Suların doğal akış yollarını engellediniz, kanalları dereleri kapatıp binalar yaparak sattınız. Kenti sular bastı, yollar caddeler denize döndü, insan ölümleri gündeme geldi. Milyarlarca ekonomik kayıp oluştu. Felaketin ayak sesleri kulaklarımızı sağır ediyor. Ne yapacaksınız bu felaket projelerinden kazandığınız paraları, milyonların göz yaşlarını dindirebilir mi o paralar !!! O doğal dereleri yeniden açarak, felakete sebep olan o sellerin önüne geçebilmeye gücünüz yetiyor mu şimdi!
Ey milletim, bizim de sorumlu olduğumuz önemi işler var. Ortak akılda buluşmak, liyakata sahip kişileri ve kimlikleri fark ederek işin başına onları getirmeye çalışalım. Gerektiğinde sivil itaatsizlik görevimizi tam yapalım. Can sizin canınız, mal sizin malınız ve bu şehir sizin şehriniz. Sağlıklı ellere, sağlıklı beyinlere emanet edelim bu şehri.
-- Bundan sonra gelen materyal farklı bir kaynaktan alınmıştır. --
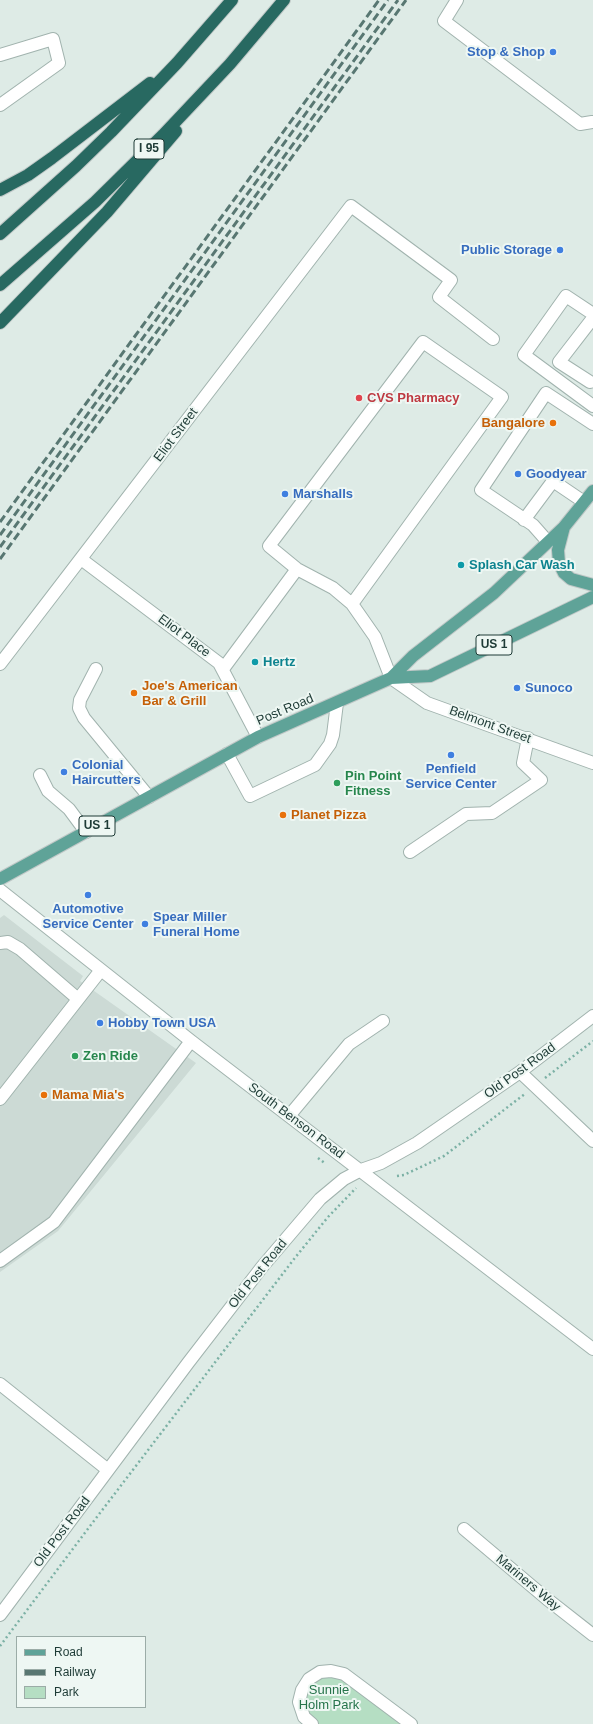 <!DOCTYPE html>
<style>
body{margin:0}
#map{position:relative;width:593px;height:1724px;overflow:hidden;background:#deebe6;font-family:Helvetica,sans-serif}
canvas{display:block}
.legend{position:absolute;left:16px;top:1636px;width:130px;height:72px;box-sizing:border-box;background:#eef7f3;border:1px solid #9baca7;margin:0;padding:5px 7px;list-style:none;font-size:12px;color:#1e3b36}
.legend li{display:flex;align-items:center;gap:8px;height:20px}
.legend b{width:20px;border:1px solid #9baca7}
</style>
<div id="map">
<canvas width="593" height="1724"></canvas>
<ul class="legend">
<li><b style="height:5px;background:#5fa398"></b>Road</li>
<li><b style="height:5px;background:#587772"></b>Railway</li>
<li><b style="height:11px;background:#b5dec3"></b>Park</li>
</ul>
</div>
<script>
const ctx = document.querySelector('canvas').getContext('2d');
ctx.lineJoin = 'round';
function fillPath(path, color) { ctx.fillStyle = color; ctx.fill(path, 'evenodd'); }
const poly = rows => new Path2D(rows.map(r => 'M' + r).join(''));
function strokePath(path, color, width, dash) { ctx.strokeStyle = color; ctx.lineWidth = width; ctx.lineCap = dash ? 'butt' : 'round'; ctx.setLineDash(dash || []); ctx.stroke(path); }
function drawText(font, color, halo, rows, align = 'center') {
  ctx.font = font + ' Helvetica,sans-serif'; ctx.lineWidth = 4; ctx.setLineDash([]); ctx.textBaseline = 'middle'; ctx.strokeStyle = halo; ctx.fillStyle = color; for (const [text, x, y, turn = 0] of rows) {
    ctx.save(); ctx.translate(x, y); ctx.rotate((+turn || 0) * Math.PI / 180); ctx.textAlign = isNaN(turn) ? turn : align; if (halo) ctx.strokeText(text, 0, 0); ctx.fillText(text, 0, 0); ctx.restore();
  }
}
fillPath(poly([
 [4,915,83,976,80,981,196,1063,58,1231,0,1272,0,918]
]), '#ccdad5');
fillPath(poly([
 [331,1671,411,1724,312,1724,304,1717,302,1690]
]), '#b5dec3');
const minor = poly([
 [457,0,444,21,580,124,592,122],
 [0,55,53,39,59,63,0,105],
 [593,314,566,296,524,355,593,406],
 [590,382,559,362,593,318],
 [524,520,553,481,584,502],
 [548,542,533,525,481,490,546,393,593,424],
 [81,559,219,663,258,737],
 [352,604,502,397,423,342,269,546,297,569,333,588,352,604,375,637,391,678,427,703,593,763],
 [0,664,351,206,451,280,439,297,493,339],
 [96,669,80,700,79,708,84,718,149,797],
 [223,669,297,569],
 [227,754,250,796,315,765,330,744,333,735,337,703],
 [40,775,48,791,69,809,86,832],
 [410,852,466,814,492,813,541,780,523,763,528,738],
 [0,890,191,1041,593,1349],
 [0,943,8,942,20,949,78,999],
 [520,1072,593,1141],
 [0,1099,101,970],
 [289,1116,349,1044,383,1021],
 [0,1261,54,1222,191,1041],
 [0,1384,108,1470],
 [464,1529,547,1599,593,1635],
 [0,1615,188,1363,262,1267,320,1199,344,1179,361,1170,381,1163,417,1143,520,1072,593,1016],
 [312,1724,304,1717,299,1702,302,1690,309,1679,320,1672,331,1671,344,1674,411,1724]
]);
const major = poly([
 [564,527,558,550,559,563,564,573,571,579,593,585],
 [391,678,413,656,494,593,564,527,593,491],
 [0,879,258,737,391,678,430,676,593,597]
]);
const highway = poly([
 [0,190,28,175,52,158,150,83],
 [0,234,76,166,111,132,177,63,232,0],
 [0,285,95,202,163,135,230,64,284,0],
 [0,323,107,212,176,131]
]);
strokePath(minor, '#a1b3ae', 14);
strokePath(major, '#c0c8c7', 14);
strokePath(highway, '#c0c8c7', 14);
strokePath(poly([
 [545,1078,593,1041],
 [318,1158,326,1164],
 [397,1176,404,1175,444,1156,526,1093],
 [0,1646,87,1530,294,1259,328,1217,356,1188]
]), '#7cb1a5', 2.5, [2, 3]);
strokePath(minor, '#fff', 12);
strokePath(major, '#5fa398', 12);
strokePath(highway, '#286961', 12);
strokePath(poly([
 [0,522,379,0],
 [0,535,388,0],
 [0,547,398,0],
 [0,559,406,0]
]), '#587772', 3, [8, 4]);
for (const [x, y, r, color] of [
 [553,52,4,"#3f7fe0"],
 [560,250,4,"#3f7fe0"],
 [359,398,4,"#e0444e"],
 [553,423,4,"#e8710a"],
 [518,474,4,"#3f7fe0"],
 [285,494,4,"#3f7fe0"],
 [461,565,4,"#0f9aa8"],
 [255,662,4,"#0f9aa8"],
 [517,688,4,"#3f7fe0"],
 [134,693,4,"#e8710a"],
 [451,755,4,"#3f7fe0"],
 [64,772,4,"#3f7fe0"],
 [337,783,4,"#2e9e5b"],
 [283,815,4,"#e8710a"],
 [88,895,4,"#3f7fe0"],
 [145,924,4,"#3f7fe0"],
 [100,1023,4,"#3f7fe0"],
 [75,1056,4,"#2e9e5b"],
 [44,1095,4,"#e8710a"]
]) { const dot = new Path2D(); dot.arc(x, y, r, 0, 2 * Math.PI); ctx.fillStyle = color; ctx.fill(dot); strokePath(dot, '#eef7f3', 1.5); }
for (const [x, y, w] of [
 [149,149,30],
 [494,645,36],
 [97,826,36]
]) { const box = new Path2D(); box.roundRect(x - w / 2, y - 10, w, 20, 3); ctx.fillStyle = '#eef7f3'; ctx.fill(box); strokePath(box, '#1e3b36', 1); }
drawText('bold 12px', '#1e3b36', null, [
 ["I 95",149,149],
 ["US 1",494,645],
 ["US 1",97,826]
]);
drawText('bold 13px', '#366cbe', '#eef7f3', [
 ["Stop & Shop",545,52,"right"],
 ["Public Storage",552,250,"right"],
 ["Goodyear",526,474],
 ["Marshalls",293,494],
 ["Sunoco",525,688],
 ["Colonial",72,765],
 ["Haircutters",72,780],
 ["Penfield",451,769,"center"],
 ["Service Center",451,784,"center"],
 ["Automotive",88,909,"center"],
 ["Service Center",88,924,"center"],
 ["Spear Miller",153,917],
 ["Funeral Home",153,932],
 ["Hobby Town USA",108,1023]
], 'left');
drawText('bold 13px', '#be3a42', '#eef7f3', [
 ["CVS Pharmacy",367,398]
], 'left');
drawText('bold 13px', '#c56008', '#eef7f3', [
 ["Bangalore",545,423,"right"],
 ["Joe's American",142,686],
 ["Bar & Grill",142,701],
 ["Planet Pizza",291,815],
 ["Mama Mia's",52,1095]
], 'left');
drawText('13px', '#1e3b36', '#eef7f3', [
 ["Eliot Street",176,435,-53],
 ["Eliot Place",184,636,37],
 ["Post Road",285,710,-23],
 ["Belmont Street",490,725,20],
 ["Old Post Road",520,1071,-36],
 ["South Benson Road",296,1121,37],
 ["Old Post Road",258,1274,-51],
 ["Old Post Road",62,1532,-53],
 ["Mariners Way",528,1583,40]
]);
drawText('bold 13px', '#0d838f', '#eef7f3', [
 ["Splash Car Wash",469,565],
 ["Hertz",263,662]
], 'left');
drawText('bold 13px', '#27864d', '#eef7f3', [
 ["Pin Point",345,776],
 ["Fitness",345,791],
 ["Zen Ride",83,1056]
], 'left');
drawText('13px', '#26744b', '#eef7f3', [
 ["Sunnie",329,1690],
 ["Holm Park",329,1705]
]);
</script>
Ulu Önder Mustafa Kemal Atatürk ne demişti!
'BU ŞEHİR ŞÜPHESİZ DÜNYANIN EN GÜZEL YERDİRİ' demişti değil mi, pek zamanın siyaset adamları, eli kalem tutan birileri bu şehri ne hale getirdi, gördük değil mi?
Kamu yararını gözetmeyi milli bir terbiyenin sonucu olarak görerek bu kentin sorunlarına düşüncel katkıda bulunmak üzere elinde sağlıklı raporlarla, bilimsel anlam ifade eden önerilerle, gönüllülük esasına dayalı yapıcı bir davranış içinde belediyelerimizin kapılarını çalan bir teknokrat, yahut sıradan bir vatandaş hayal edelim.
Kapılar açılır mı dersiniz, asla.....
Halkıyla dayanışma kabiliyetini kaybetmiş, ortak akla sırt dönmüş, halkını ve halkıyla dirsek temasına geçme eğiliminden uzaklaşmış," her şeyi ben bilirim" mantığının getirdiği cehalet taassubuna gömülmüş zihniyetler ülkeleri ve kentleri yönetemezler. Kentler siyaset ve rantiyeci zihniyetlerle değil, bilim ve teknikle, mühendislik normlarına uyarak, çıkarcı zihniyetten uzaklaşarak, uzun dönemli projeleri yaşama geçirmek suretiyle yönetilir.
Antalya’nın son resmi, geçmişteki yöneticilerin suratına indirilen bir Osmanlı tokadı gibiydi. Doğa 'AHINI' asla bırakmaz İnsan oğlu bu manzarayı hak etmedi. Bu iğrenç sonuç, bu lekeli manzara, çamur karışmış, boz bulanık seller, ANTALYA'nın kaderi değildir.
Pek merak ediyorum, geçmişte kentin planlarına imza atan mimarlar, mühendisler, şehircilik uzmanları ve her kademedeki sorumlu muhteremler; bu manzarayı gördükten sonra ne düşündüler, ne dediler acaba.....
Sanırım birçoğu 'Burası Türkiye ' diyerek bir kere daha bu masum ülkenin günahına girmemişlerdir.
EY BELDİYE BAŞKANLARI EY MÜTEAHHİTLER!